TASK DIRECTIONS: Repeat the data exactly as it appears.

DATASET EXCERPT:
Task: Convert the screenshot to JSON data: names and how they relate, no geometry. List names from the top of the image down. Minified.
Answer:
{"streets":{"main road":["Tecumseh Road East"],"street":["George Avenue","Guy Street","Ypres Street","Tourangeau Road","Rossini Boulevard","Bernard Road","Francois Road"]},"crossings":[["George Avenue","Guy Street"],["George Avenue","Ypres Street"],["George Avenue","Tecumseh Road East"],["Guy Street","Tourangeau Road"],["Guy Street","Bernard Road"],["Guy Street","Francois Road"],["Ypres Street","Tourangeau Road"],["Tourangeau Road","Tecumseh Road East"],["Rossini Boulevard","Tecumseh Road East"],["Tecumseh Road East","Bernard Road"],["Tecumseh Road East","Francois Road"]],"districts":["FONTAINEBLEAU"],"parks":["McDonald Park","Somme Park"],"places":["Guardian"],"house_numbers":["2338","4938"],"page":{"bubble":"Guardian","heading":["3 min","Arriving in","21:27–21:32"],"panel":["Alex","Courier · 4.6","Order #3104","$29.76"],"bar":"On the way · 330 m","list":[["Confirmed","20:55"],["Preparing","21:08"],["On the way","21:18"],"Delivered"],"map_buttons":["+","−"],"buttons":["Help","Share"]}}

EXERCISE SOLUTION:
Task: Convert the screenshot to JSON data: names and how they relate, no geometry. List names from the top of the image down. Minified.
Answer:
{"streets":{"main road":["Tecumseh Road East"],"street":["George Avenue","Guy Street","Ypres Street","Tourangeau Road","Rossini Boulevard","Bernard Road","Francois Road"]},"crossings":[["George Avenue","Guy Street"],["George Avenue","Ypres Street"],["George Avenue","Tecumseh Road East"],["Guy Street","Tourangeau Road"],["Guy Street","Bernard Road"],["Guy Street","Francois Road"],["Ypres Street","Tourangeau Road"],["Tourangeau Road","Tecumseh Road East"],["Rossini Boulevard","Tecumseh Road East"],["Tecumseh Road East","Bernard Road"],["Tecumseh Road East","Francois Road"]],"districts":["FONTAINEBLEAU"],"parks":["McDonald Park","Somme Park"],"places":["Guardian"],"house_numbers":["2338","4938"],"page":{"bubble":"Guardian","heading":["3 min","Arriving in","21:27–21:32"],"panel":["Alex","Courier · 4.6","Order #3104","$29.76"],"bar":"On the way · 330 m","list":[["Confirmed","20:55"],["Preparing","21:08"],["On the way","21:18"],"Delivered"],"map_buttons":["+","−"],"buttons":["Help","Share"]}}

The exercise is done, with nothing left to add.